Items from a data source
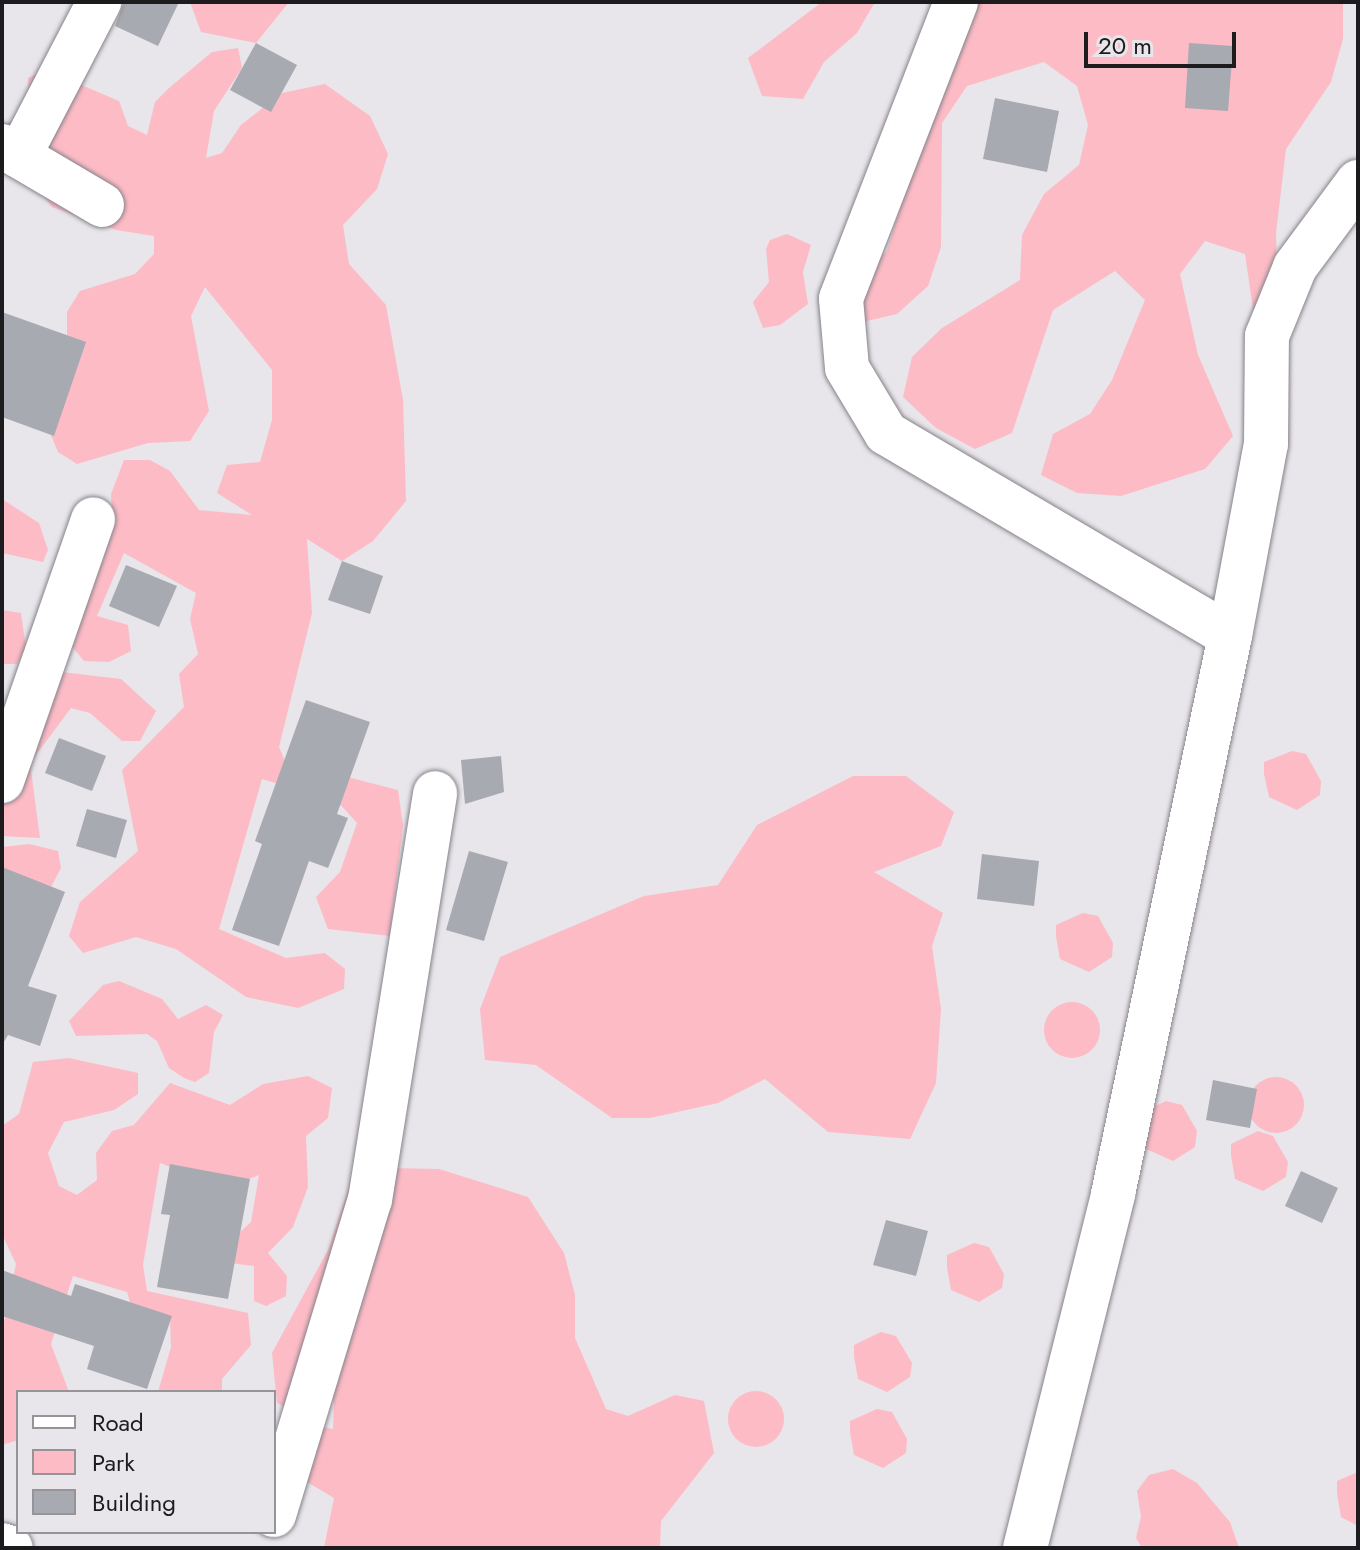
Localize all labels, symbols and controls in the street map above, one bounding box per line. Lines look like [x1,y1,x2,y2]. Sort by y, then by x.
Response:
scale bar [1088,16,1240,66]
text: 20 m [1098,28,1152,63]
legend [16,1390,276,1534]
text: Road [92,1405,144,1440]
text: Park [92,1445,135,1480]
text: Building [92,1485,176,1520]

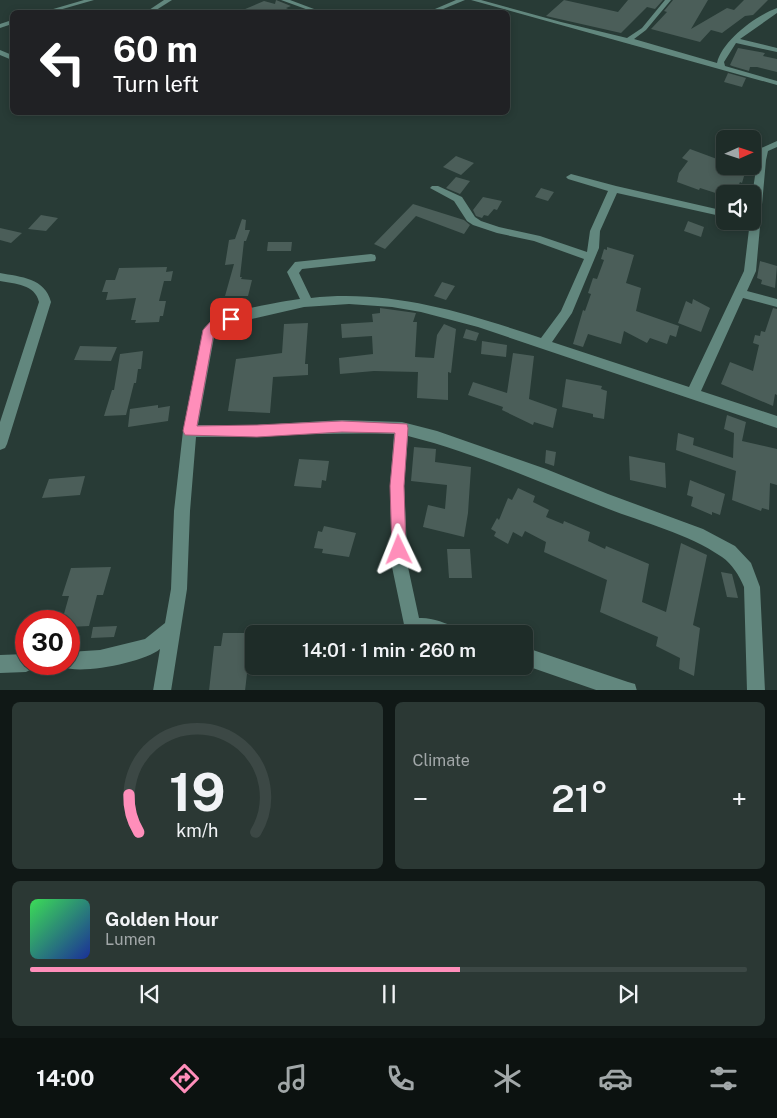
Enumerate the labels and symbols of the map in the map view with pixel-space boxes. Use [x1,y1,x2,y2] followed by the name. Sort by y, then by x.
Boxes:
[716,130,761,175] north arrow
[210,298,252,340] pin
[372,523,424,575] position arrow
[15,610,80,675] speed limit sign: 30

WORK TO BE COMPLETED: Take the entries above and restate them word for word, minus their images.

ANSWER:
Localize all labels, symbols and controls in the street map above, one bounding box per line. Lines look like [x1,y1,x2,y2]. Sort by y, then by x.
Response:
scale bar [1088,16,1240,66]
text: 20 m [1098,28,1152,63]
legend [16,1390,276,1534]
text: Road [92,1405,144,1440]
text: Park [92,1445,135,1480]
text: Building [92,1485,176,1520]

Enumerate the labels and symbols of the map in the map view with pixel-space boxes. Use [x1,y1,x2,y2] followed by the name. Sort by y, then by x.
Boxes:
[716,130,761,175] north arrow
[210,298,252,340] pin
[372,523,424,575] position arrow
[15,610,80,675] speed limit sign: 30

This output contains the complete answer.